GIVEN INFORMATION.

-- -- --

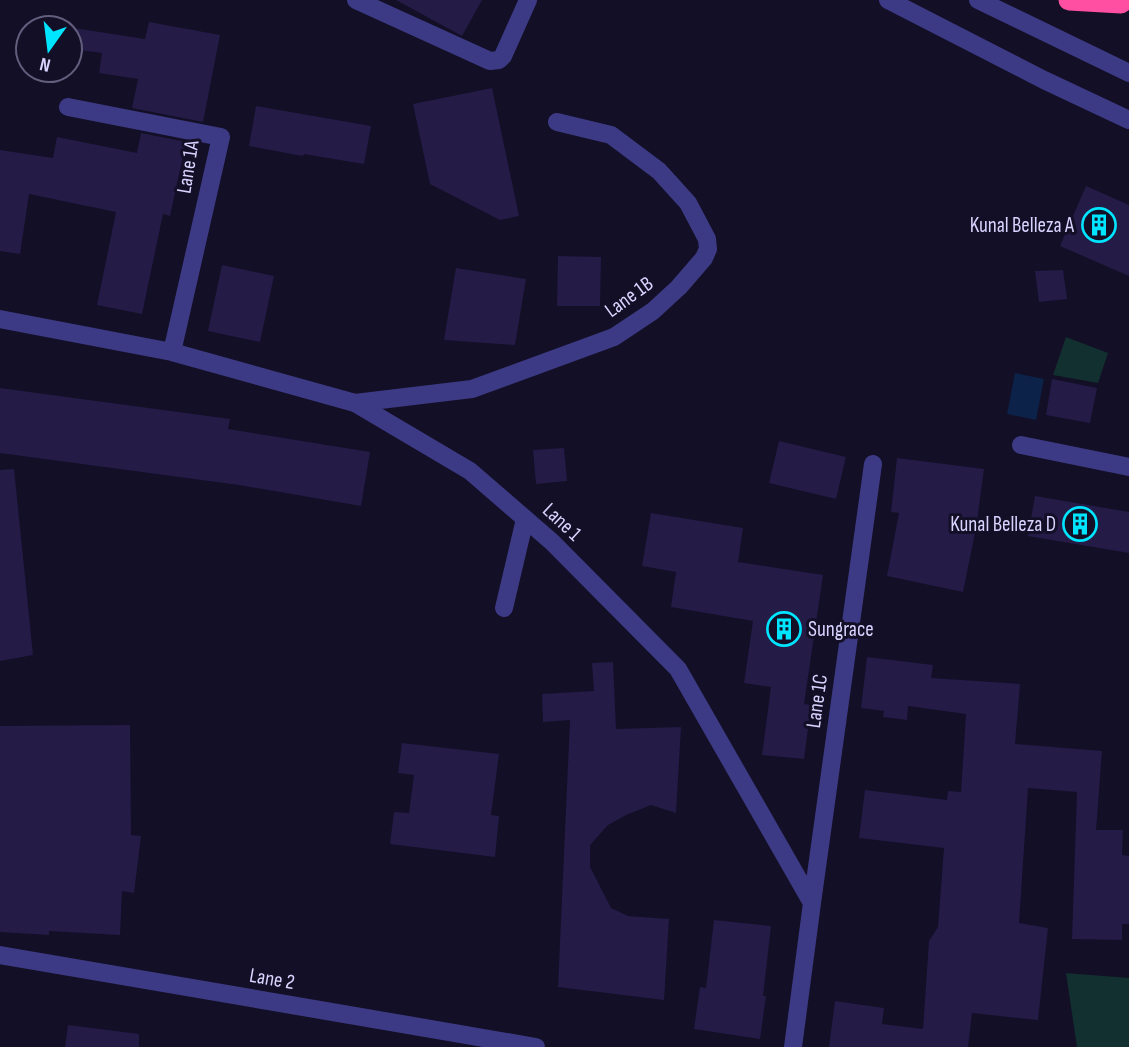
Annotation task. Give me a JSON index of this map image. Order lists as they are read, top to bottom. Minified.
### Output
{"streets":{"street":["Lane 1A","Lane 1B","Lane 1","Lane 1C","Lane 2"]},"crossings":[["Lane 1A","Lane 1"],["Lane 1B","Lane 1"],["Lane 1","Lane 1C"]],"places":{"building":["Kunal Belleza A","Kunal Belleza D","Sungrace"]},"north":"bottom"}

-- -- --

Every line of the listing above is to be repeated exactly, with its pictures left out.

Annotation task. Give me a JSON index of this map image. Order lists as they are read, top to bottom. Minified.
### Output
{"streets":{"street":["Lane 1A","Lane 1B","Lane 1","Lane 1C","Lane 2"]},"crossings":[["Lane 1A","Lane 1"],["Lane 1B","Lane 1"],["Lane 1","Lane 1C"]],"places":{"building":["Kunal Belleza A","Kunal Belleza D","Sungrace"]},"north":"bottom"}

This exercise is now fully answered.